** EXTRACTED RECORDS **

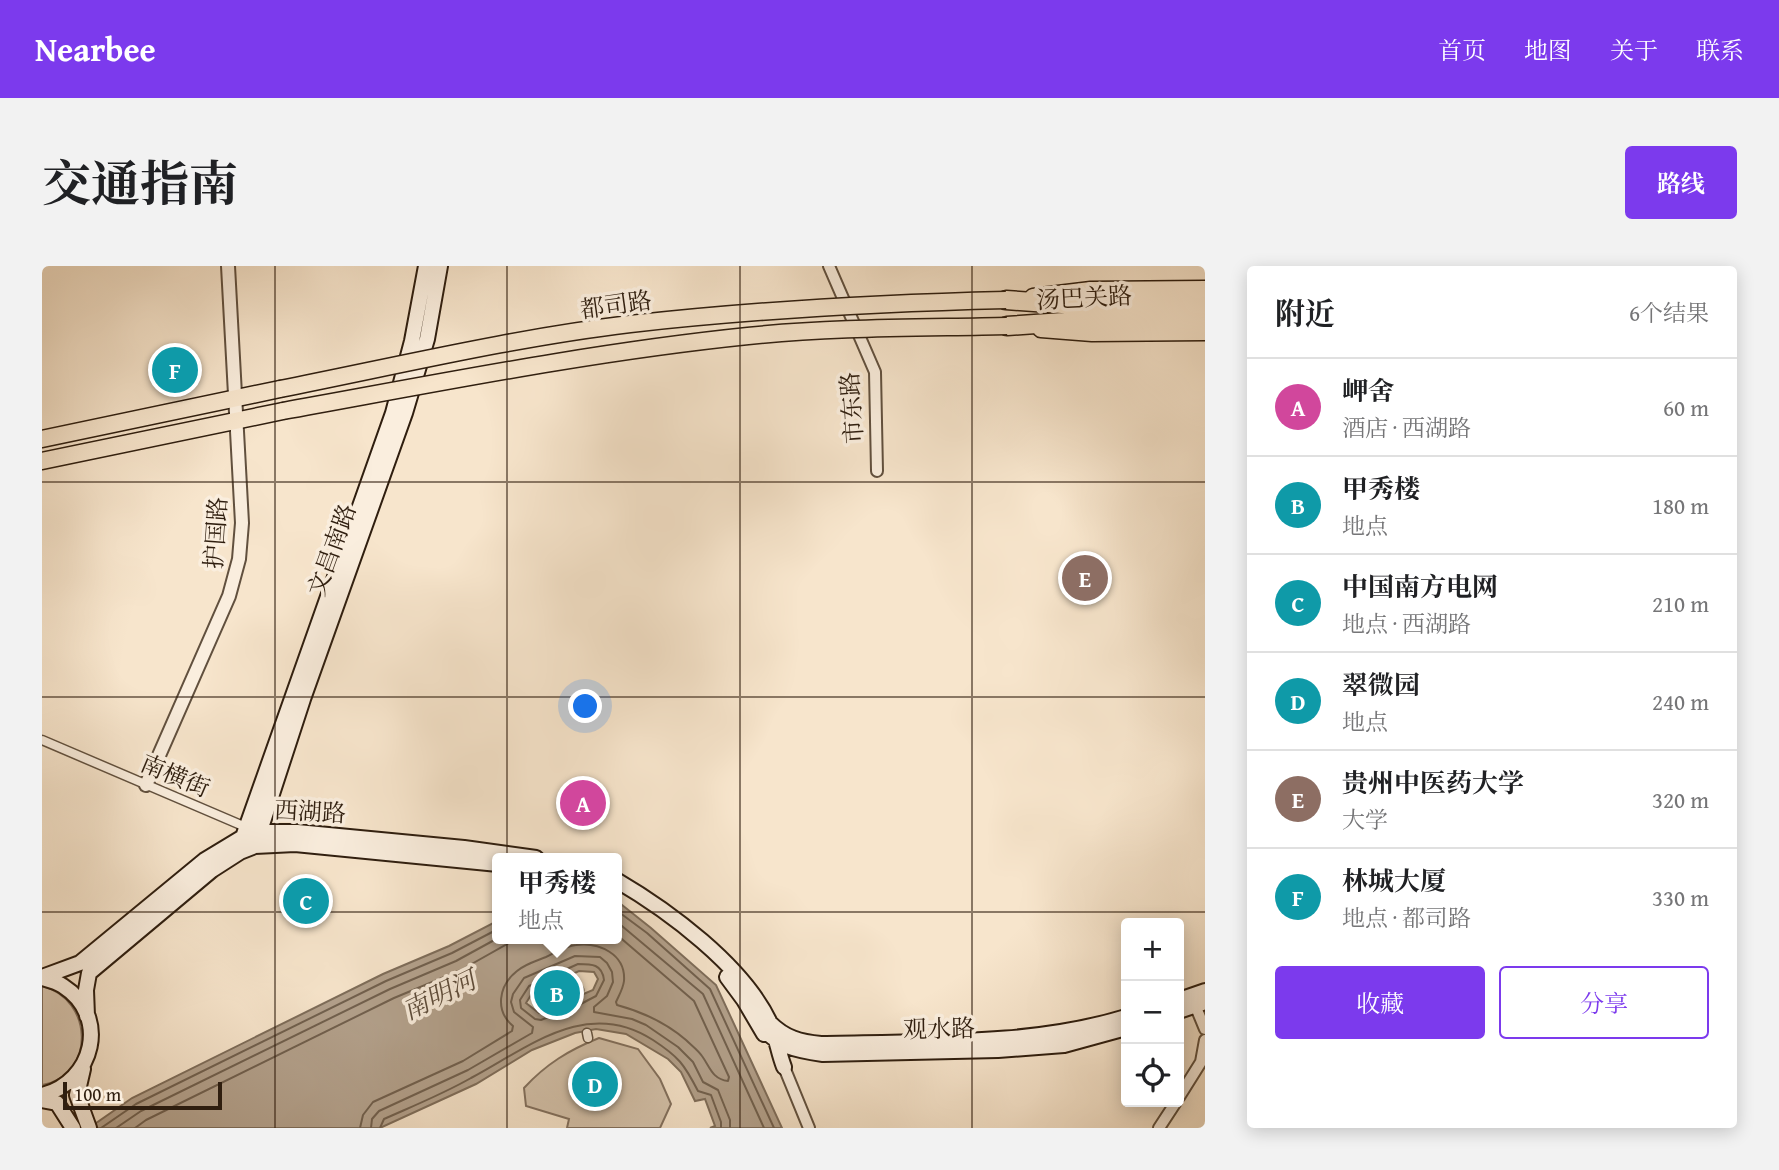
<!DOCTYPE html>
<html lang="zh">
<meta charset="utf-8">
<style>
:root{--surface:#fff;--page:#f2f2f2;--text:#202124;--muted:#757577;--line:#e0e0e0;--accent:#7c3aed}
body{margin:0;font-family:"Gentium Book Plus","Noto Serif SC",serif;background:var(--page);color:var(--text)}
.controls{position:absolute;right:21px;bottom:21px;display:grid;overflow:hidden;border-radius:7px;box-shadow:0 4px 18px #0003}
.controls button{width:63px;height:63px;display:grid;place-items:center;padding:0;border:0;border-bottom:2px solid var(--line);background:var(--surface);color:var(--text);font:35px sans-serif}
.scale{position:absolute;left:21px;bottom:18px;width:159px;box-sizing:border-box;padding-left:7px;border:4px solid #2f1e0f;border-top:0;font-size:19px;line-height:24px;white-space:nowrap;color:#2f1e0f;-webkit-text-stroke:5px #faeede;paint-order:stroke}
.you{position:absolute;left:544px;top:441px;width:24px;height:24px;margin:-18px;border:5px solid #fff;border-radius:50%;background:#1a73e8;box-shadow:0 0 0 10px #1a73e833}
.badge{display:grid;place-items:center;width:46px;height:46px;border-radius:50%;background:var(--accent);color:#fff;font-size:23px;font-weight:700}
.pin{position:absolute;translate:-50% -50%;border:4px solid #fff;box-shadow:0 2px 7px #0006}
.popup{position:absolute;left:450px;top:587px;width:130px;height:91px;box-sizing:border-box;display:grid;place-content:center;border-radius:7px;background:var(--surface);filter:drop-shadow(0 2px 5px #0005);font-size:23px;white-space:nowrap;color:var(--muted)}
.popup b{font-size:26px;color:var(--text)}
.popup::after{content:'';position:absolute;left:50%;top:100%;margin-left:-14px;border:14px solid transparent;border-top-color:var(--surface)}
.list{margin:0;padding:0;list-style:none}
h2{display:flex;justify-content:space-between;align-items:center;height:91px;margin:0;padding:0 28px;font-size:30px}
h2 small{font-size:23px;font-weight:400;color:var(--muted)}
.list li{display:grid;grid-template-columns:46px 1fr auto;gap:21px;align-items:center;box-sizing:border-box;height:98px;padding:0 28px;border-top:2px solid var(--line)}
.list b{display:block;font-size:26px;white-space:nowrap}
.list p{margin:0;font-size:23px;white-space:nowrap;color:var(--muted)}
.list em{font-size:23px;font-style:normal;color:var(--muted)}
.actions{display:flex;gap:14px;padding:21px 28px}
.actions a{flex:1;padding:16px 0;border:2px solid var(--accent);border-radius:7px;text-align:center;font-size:24px;color:var(--accent)}
.actions .main{background:var(--accent);color:#fff}
.icon{flex:none;width:38px;height:38px;fill:none;stroke:currentColor;stroke-width:2;stroke-linecap:round;stroke-linejoin:round}
.map{position:relative;flex:none;width:1163px;height:862px;overflow:hidden;border-radius:7px}
header{display:flex;align-items:center;gap:42px;box-sizing:border-box;height:98px;padding:0 35px;background:var(--accent);color:#fff}
header strong{font-size:33px}
nav{display:flex;gap:38px;margin-inline-start:auto;font-size:24px}
.intro{display:flex;align-items:center;justify-content:space-between;box-sizing:border-box;height:168px;padding:0 42px}
h1{margin:0;font-size:49px}
.button{padding:18px 32px;border-radius:7px;background:var(--accent);color:#fff;font-size:24px;font-weight:700}
main{display:flex;gap:42px;padding:0 42px}
aside{flex:1;background:var(--surface);border-radius:7px;box-shadow:0 4px 18px #0003}
.map>svg:first-child{display:block}
</style>
<header>
<strong>Nearbee</strong>
<nav><a>首页</a><a>地图</a><a>关于</a><a>联系</a></nav>
</header>
<div class="intro"><h1>交通指南</h1><a class="button">路线</a></div>
<main>
<div class="map">
<svg width="1163" height="862" viewBox="0 0 1163 862">
<rect width="100%" height="100%" fill="#f7e5cc"/>
<filter id="stains"><feTurbulence type="fractalNoise" baseFrequency=".00286" numOctaves="4"/><feColorMatrix values="0 0 0 0 .2 0 0 0 0 .09 0 0 0 0 .02 0 0 0 .5 -.17"/></filter>
<radialGradient id="worn" r=".72"><stop offset=".6" stop-color="#630" stop-opacity="0"/><stop offset="1" stop-color="#630" stop-opacity=".3"/></radialGradient>
<path fill="#d5c3ac" stroke="#82705e" stroke-width="2" d="M0 720C52 733 54 810 0 819Z
M557 772 596 783 618 813 629 838 618 862H525L527 853 484 840 482 822C504 798 527 784 557 772Z"/>
<path fill="#b3a18c" stroke="#7e6d5a" stroke-width="2" fill-rule="evenodd" d="M575 635 609 662 674 719 740 862H668L673 860 663 833 653 835 639 806 626 793 584 768 554 763 533 767 490 784 434 818 338 862H47L90 832 341 708 407 680 455 655 456 673H574ZM537 705 552 706 556 713 551 724 497 747 484 737 491 726Z"/>
<g fill="none" stroke-linecap="round" stroke-linejoin="round">
<path stroke="#71604e" stroke-width="2" d="M574 644 605 667 668 723 732 862
M574 655 661 728 722 862
M536 698C550 698 560 698 562 714L554 730 535 740 499 754 493 753 479 742 478 734 487 720Z
M59 862 94 838 344 715 410 687 456 663
M74 862 99 845 348 723 414 695 456 672
M93 862 104 854 352 732 419 704 474 673
M318 862 321 849 331 836 421 795 470 765 471 760C453 745 456 720 475 705 483 698 494 695 504 691 513 687 523 680 534 679 557 676 584 688 582 715 581 723 577 729 574 736L575 739C601 746 623 756 644 774 649 779 656 784 660 790 668 801 670 813 686 815L687 811 652 735 574 668
M329 862 330 853 337 845 426 804 490 767 491 761 472 746 469 736 471 728 482 712 533 690 558 691 565 697 570 706 571 716 565 730 552 741V746L590 753 604 759 636 781 651 796 661 816 676 824 688 854V862
M338 862 342 853C371 840 401 828 429 812 487 781 545 731 611 774 637 791 642 798 656 825L669 829 679 856V862"/>
<g stroke="#61503e" stroke-width="11">
<path id="pedestrian" d="M0 474 206 562
M527 710 537 724
M545 767 546 772"/>
</g>
<g stroke="#61503e" stroke-width="14">
<path id="minor" d="M787 0 833 106 835 205
M1153 739 1163 763
M742 801 767 862
M1137 831 1159 796 1163 774
M1117 862 1134 836"/>
</g>
<g stroke="#61503e" stroke-width="16">
<path id="tertiary" d="M104 519 187 330 197 293 200 257 186 0"/>
</g>
<g stroke="#2f1e0f" stroke-width="18">
<path id="secondary" d="M201 571 351 147 370 75 384 0
M213 580 261 433 363 147 385 73 398 0
M574 614C627 645 700 699 727 755 734 768 736 786 742 801
M0 711 38 697 163 594 201 571 218 566H255L422 582 494 592
M685 711 702 734 722 768
M0 712C7 714 15 716 21 720 68 750 52 816 0 829
M1137 734 1163 725
M1137 745 1163 736
M45 750 44 724 47 707 170 604 198 586 213 580 253 578 456 598
M728 757C743 772 758 776 779 778 880 775 986 781 1084 751
M718 760C738 781 753 784 781 788L956 784 1022 779 1084 762
M41 803 35 829 47 862
M0 834 15 837 31 862"/>
</g>
<g stroke="#2f1e0f" stroke-width="19">
<path id="primary" d="M991 31 1049 24 1163 23
M999 63 1050 67 1163 66
M0 173 238 123
M0 195 241 145"/>
</g>
<g stroke="#2f1e0f" stroke-width="21">
<path id="trunk" d="M964 34 1048 40 1163 39
M965 60 1050 54 1163 53"/>
</g>
<use href="#pedestrian" stroke="#faeede" stroke-width="8"/>
<use href="#minor" stroke="#faeede" stroke-width="10"/>
<use href="#tertiary" stroke="#faeede" stroke-width="12"/>
<use href="#secondary" stroke="#faeede" stroke-width="14"/>
<use href="#primary" stroke="#f7e5cc" stroke-width="16"/>
<use href="#trunk" stroke="#f7e5cc" stroke-width="18"/>
<g stroke="#2f1e0f" stroke-width="19" stroke-linecap="butt">
<path id="primary-bridge" d="M238 123C354 100 471 72 588 58 713 44 838 37 964 34
M241 145C396 117 550 86 706 70 792 61 879 62 965 60"/>
</g>
<use href="#primary-bridge" stroke="#f7e5cc" stroke-width="16"/>
</g>
<path fill="none" stroke="#2f1e0f" stroke-width="2" stroke-opacity="0.55" d="M233 0V862M465 0V862M698 0V862M930 0V862M0 216H1163M0 431H1163M0 646H1163"/>
<g text-anchor="middle" stroke-width="7" stroke-linejoin="round" paint-order="stroke">
<g font-size="24" fill="#2f1e0f" stroke="#faeede">
<text transform="translate(1042 32) rotate(-3)" y="8">汤巴关路</text>
<text transform="translate(574 39) rotate(-8)" y="8">都司路</text>
<text transform="translate(810 142) rotate(-94)" y="8">市东路</text>
<text transform="translate(174 267) rotate(-86)" y="8">护国路</text>
<text transform="translate(290 284) rotate(-70)" y="8">文昌南路</text>
<text transform="translate(133 510) rotate(23)" y="8">南横街</text>
<text transform="translate(268 546) rotate(3)" y="8">西湖路</text>
<text transform="translate(897 763) rotate(-1)" y="8">观水路</text>
</g>
<g font-size="26" font-style="italic" fill="#5d4c3b" stroke="#faeede">
<text transform="translate(397 729) rotate(-26)" y="9">南明河</text>
</g>
</g>
<rect width="100%" height="100%" filter="url(#stains)"/>
<rect width="100%" height="100%" fill="url(#worn)"/>
</svg>
<div class="controls">
<button>+</button>
<button>−</button>
<button><svg class="icon" aria-label="locate" viewBox="0 0 24 24"><circle cx="12" cy="12" r="6"/><path d="M12 2v4M12 18v4M2 12h4M18 12h4"/></svg></button>
</div>
<div class="scale">100 m</div>
<div class="you"></div>
<div class="pin badge" style="left:541px;top:537px;background:#d1479c">A</div>
<div class="pin badge" style="left:515px;top:727px;background:#0f9aa8">B</div>
<div class="popup"><b>甲秀楼</b>地点</div>
<div class="pin badge" style="left:264px;top:635px;background:#0f9aa8">C</div>
<div class="pin badge" style="left:553px;top:818px;background:#0f9aa8">D</div>
<div class="pin badge" style="left:1043px;top:312px;background:#8d6e63">E</div>
<div class="pin badge" style="left:133px;top:104px;background:#0f9aa8">F</div>
</div>
<aside>
<h2>附近<small>6个结果</small></h2>
<ul class="list">
<li><span class="badge" style="background:#d1479c">A</span><div><b>岬舍</b><p>酒店 · 西湖路</p></div><em>60 m</em></li>
<li><span class="badge" style="background:#0f9aa8">B</span><div><b>甲秀楼</b><p>地点</p></div><em>180 m</em></li>
<li><span class="badge" style="background:#0f9aa8">C</span><div><b>中国南方电网</b><p>地点 · 西湖路</p></div><em>210 m</em></li>
<li><span class="badge" style="background:#0f9aa8">D</span><div><b>翠微园</b><p>地点</p></div><em>240 m</em></li>
<li><span class="badge" style="background:#8d6e63">E</span><div><b>贵州中医药大学</b><p>大学</p></div><em>320 m</em></li>
<li><span class="badge" style="background:#0f9aa8">F</span><div><b>林城大厦</b><p>地点 · 都司路</p></div><em>330 m</em></li>
</ul>
<div class="actions"><a class="main">收藏</a><a>分享</a></div>
</aside>
</main>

** WHAT TO WORK ON **
Counting only lines that hold the word "translate", state how many the material contains, and add nothing.

** REPLY **
10